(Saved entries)
_____
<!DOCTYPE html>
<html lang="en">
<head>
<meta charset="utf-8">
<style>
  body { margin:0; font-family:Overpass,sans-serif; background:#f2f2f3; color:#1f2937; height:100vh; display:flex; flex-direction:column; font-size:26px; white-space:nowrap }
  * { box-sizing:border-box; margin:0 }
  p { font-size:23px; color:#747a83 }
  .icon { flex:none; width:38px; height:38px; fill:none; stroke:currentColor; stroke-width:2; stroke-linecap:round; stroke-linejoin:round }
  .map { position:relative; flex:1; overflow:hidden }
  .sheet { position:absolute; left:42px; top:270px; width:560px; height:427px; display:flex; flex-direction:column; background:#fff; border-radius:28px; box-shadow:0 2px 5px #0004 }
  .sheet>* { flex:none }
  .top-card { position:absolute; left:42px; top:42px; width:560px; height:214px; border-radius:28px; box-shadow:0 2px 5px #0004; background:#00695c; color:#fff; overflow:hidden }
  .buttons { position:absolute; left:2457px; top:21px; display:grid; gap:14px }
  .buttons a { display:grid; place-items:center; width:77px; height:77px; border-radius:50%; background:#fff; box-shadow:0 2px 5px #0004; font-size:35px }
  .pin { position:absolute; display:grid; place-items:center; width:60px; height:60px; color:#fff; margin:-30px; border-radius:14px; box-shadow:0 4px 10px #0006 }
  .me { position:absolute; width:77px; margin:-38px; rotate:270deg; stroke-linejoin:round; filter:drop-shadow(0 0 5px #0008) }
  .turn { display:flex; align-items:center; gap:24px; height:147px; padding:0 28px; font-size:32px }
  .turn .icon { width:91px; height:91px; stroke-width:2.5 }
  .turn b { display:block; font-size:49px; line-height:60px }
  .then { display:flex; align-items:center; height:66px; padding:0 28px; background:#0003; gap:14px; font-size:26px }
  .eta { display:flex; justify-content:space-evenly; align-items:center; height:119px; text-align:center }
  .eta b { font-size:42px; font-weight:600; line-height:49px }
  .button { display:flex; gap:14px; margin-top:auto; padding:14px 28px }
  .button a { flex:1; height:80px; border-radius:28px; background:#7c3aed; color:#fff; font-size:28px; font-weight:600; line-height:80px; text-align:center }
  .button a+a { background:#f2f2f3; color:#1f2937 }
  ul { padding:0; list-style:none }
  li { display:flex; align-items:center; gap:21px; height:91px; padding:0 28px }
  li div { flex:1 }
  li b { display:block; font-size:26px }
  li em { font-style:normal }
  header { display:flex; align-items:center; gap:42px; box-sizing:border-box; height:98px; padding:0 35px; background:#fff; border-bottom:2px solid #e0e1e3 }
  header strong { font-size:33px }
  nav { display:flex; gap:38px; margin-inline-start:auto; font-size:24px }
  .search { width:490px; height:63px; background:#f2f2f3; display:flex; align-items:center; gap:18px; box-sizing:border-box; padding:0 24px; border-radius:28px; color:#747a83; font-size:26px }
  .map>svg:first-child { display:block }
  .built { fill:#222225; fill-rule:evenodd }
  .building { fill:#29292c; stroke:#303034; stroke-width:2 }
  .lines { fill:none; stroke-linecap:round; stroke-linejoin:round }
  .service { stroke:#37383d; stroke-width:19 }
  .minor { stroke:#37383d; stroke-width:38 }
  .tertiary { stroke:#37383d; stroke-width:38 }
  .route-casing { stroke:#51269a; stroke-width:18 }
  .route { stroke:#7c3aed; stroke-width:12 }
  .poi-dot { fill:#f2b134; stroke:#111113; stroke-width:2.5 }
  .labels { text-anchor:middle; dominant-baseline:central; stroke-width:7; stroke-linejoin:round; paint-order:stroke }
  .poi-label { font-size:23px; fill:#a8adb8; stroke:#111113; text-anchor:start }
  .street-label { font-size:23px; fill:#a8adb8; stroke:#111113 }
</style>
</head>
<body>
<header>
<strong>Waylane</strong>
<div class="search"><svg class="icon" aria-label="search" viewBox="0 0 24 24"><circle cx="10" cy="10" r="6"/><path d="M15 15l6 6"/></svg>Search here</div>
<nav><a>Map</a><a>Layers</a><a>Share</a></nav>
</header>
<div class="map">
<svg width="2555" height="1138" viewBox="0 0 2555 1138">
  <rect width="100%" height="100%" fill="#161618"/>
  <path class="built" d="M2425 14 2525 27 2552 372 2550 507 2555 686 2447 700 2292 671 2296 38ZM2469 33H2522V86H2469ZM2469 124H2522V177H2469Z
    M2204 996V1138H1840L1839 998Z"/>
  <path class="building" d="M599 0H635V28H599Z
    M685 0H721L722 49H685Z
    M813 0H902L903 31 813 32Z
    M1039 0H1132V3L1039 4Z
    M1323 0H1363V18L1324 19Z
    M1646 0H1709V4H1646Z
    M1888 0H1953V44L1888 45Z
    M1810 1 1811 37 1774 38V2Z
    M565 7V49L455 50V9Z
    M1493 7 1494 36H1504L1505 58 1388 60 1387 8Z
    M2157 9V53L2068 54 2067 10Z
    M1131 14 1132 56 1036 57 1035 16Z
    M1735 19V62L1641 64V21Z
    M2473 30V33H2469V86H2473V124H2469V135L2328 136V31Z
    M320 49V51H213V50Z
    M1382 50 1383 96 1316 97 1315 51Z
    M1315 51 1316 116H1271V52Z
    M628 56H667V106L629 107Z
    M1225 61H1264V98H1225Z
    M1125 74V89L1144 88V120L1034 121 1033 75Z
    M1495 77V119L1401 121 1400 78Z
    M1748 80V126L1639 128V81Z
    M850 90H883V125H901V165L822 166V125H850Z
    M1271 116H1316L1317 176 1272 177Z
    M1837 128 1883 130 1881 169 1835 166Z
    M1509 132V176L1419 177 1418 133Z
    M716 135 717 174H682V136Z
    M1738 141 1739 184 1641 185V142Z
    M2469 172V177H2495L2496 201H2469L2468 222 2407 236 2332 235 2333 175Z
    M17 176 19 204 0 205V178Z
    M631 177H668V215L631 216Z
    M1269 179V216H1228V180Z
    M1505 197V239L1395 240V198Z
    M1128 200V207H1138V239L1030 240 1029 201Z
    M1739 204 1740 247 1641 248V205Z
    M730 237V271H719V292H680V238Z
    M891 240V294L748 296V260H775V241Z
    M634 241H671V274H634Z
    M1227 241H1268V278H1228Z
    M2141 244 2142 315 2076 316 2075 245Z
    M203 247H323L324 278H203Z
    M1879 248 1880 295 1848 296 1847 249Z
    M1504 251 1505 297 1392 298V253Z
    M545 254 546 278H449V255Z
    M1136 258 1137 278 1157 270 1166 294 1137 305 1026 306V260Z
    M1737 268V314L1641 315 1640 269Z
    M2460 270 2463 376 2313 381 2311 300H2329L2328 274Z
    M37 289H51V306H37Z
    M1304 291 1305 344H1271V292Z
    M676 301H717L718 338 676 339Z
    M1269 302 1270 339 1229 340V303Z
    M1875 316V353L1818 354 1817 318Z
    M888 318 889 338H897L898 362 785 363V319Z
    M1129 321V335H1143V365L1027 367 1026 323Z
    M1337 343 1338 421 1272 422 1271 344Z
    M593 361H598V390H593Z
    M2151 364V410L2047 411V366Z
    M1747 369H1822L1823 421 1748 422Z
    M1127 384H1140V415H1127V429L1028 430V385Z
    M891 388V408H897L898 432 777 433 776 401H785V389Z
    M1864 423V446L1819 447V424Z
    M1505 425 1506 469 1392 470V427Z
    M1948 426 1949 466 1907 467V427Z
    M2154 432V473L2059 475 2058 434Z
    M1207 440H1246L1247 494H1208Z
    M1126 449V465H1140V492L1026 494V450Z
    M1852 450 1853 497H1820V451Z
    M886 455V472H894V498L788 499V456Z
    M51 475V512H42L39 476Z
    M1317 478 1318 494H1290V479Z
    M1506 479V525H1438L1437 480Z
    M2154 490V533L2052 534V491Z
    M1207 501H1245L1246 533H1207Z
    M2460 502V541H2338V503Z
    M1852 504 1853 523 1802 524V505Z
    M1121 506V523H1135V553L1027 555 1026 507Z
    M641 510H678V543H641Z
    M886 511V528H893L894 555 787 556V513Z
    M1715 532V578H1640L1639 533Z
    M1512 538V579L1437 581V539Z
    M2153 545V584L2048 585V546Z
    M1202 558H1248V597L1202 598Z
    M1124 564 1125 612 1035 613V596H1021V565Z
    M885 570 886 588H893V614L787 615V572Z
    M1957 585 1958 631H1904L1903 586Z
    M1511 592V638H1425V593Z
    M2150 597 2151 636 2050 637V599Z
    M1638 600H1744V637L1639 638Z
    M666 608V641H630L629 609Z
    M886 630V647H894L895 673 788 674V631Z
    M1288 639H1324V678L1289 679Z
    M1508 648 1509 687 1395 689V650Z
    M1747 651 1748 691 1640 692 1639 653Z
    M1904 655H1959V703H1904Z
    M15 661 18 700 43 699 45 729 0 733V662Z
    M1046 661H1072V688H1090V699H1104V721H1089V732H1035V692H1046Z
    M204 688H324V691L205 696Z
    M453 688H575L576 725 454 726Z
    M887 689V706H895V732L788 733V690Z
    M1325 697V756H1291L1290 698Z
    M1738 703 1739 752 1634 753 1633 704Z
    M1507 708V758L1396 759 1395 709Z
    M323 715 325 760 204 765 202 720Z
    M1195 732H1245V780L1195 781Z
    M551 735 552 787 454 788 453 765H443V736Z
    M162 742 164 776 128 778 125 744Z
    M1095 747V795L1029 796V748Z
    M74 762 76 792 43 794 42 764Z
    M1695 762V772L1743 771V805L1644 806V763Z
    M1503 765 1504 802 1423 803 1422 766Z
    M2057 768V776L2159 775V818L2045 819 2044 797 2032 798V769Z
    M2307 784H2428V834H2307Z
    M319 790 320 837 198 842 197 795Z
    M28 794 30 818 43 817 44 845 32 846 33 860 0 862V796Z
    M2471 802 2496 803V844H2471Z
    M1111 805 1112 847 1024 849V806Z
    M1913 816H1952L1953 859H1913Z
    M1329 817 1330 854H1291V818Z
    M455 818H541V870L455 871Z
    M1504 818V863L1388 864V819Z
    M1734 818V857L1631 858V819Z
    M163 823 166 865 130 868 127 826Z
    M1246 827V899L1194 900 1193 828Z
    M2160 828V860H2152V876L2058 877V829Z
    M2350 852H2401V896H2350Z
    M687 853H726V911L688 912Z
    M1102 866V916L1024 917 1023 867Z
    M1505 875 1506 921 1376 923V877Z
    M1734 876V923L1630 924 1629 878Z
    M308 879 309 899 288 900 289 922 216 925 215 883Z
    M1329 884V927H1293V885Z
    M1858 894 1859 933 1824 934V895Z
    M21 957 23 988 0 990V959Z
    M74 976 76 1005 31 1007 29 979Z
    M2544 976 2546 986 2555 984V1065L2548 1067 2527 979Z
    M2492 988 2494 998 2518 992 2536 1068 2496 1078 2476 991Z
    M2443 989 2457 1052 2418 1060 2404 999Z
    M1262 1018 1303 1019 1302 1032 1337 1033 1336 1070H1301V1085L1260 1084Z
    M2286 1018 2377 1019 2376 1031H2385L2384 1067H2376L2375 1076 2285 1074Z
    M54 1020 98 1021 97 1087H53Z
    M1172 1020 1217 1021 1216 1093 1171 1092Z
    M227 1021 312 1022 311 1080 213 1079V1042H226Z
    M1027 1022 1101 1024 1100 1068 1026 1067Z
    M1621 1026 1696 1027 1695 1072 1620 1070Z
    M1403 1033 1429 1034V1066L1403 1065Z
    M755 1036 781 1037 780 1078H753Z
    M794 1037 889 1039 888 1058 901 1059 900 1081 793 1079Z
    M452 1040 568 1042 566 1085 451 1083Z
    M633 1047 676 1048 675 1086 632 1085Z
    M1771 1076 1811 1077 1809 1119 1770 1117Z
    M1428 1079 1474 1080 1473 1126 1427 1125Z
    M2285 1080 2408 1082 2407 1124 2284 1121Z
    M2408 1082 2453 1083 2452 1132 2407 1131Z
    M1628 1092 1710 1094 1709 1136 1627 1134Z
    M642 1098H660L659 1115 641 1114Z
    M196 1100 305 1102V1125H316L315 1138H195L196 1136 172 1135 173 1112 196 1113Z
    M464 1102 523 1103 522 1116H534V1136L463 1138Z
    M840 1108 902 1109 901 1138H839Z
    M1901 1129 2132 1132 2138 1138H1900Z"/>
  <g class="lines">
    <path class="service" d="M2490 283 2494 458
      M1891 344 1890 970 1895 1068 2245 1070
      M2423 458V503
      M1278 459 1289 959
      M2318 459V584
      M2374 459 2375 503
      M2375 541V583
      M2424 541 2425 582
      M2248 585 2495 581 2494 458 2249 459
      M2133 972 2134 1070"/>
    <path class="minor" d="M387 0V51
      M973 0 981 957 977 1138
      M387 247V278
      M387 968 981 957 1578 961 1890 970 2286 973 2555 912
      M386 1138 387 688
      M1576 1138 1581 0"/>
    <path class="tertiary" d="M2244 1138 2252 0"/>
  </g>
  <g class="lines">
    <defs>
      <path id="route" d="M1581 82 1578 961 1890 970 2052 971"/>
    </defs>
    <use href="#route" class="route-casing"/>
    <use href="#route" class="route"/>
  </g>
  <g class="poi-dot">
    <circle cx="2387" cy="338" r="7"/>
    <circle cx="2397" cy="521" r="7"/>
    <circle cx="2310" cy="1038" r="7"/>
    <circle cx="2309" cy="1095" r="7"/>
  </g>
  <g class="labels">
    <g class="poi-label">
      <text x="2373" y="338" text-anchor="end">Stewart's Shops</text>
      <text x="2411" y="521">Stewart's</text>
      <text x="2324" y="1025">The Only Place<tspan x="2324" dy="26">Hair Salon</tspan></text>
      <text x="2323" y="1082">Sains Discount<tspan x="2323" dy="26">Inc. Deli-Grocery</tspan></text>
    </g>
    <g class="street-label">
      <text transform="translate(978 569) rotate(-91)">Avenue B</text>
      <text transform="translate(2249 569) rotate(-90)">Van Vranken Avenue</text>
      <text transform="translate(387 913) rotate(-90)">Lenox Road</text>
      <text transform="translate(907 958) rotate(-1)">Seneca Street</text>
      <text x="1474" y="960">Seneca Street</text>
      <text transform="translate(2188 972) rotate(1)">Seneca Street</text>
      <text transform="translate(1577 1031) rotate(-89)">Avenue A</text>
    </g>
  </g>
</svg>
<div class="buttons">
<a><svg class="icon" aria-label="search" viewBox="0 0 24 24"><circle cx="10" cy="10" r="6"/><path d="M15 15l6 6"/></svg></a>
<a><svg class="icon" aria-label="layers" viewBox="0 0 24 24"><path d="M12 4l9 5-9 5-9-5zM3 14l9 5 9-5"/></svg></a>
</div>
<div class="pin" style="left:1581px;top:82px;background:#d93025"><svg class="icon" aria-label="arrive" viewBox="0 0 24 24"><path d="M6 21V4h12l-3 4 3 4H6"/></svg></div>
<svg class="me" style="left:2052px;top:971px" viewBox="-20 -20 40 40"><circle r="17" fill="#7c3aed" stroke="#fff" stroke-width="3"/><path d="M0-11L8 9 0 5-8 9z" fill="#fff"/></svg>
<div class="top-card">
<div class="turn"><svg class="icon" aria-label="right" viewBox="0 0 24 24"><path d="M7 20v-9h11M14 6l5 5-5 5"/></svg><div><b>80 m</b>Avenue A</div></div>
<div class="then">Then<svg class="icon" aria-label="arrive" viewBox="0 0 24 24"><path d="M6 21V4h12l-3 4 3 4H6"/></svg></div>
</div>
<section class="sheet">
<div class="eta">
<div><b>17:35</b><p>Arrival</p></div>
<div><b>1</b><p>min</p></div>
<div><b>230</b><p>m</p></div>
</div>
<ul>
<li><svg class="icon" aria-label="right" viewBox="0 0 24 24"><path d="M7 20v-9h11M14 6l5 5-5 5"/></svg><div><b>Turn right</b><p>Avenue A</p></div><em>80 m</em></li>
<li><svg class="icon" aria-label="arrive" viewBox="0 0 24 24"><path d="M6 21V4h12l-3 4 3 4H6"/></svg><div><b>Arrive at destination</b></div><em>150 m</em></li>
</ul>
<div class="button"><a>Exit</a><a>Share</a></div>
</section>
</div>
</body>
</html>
_____
[Task]
Your response should be the lines of the entries above that include the string "grid".

[Task response]
  .buttons { position:absolute; left:2457px; top:21px; display:grid; gap:14px }
  .buttons a { display:grid; place-items:center; width:77px; height:77px; border-radius:50%; background:#fff; box-shadow:0 2px 5px #0004; font-size:35px }
  .pin { position:absolute; display:grid; place-items:center; width:60px; height:60px; color:#fff; margin:-30px; border-radius:14px; box-shadow:0 4px 10px #0006 }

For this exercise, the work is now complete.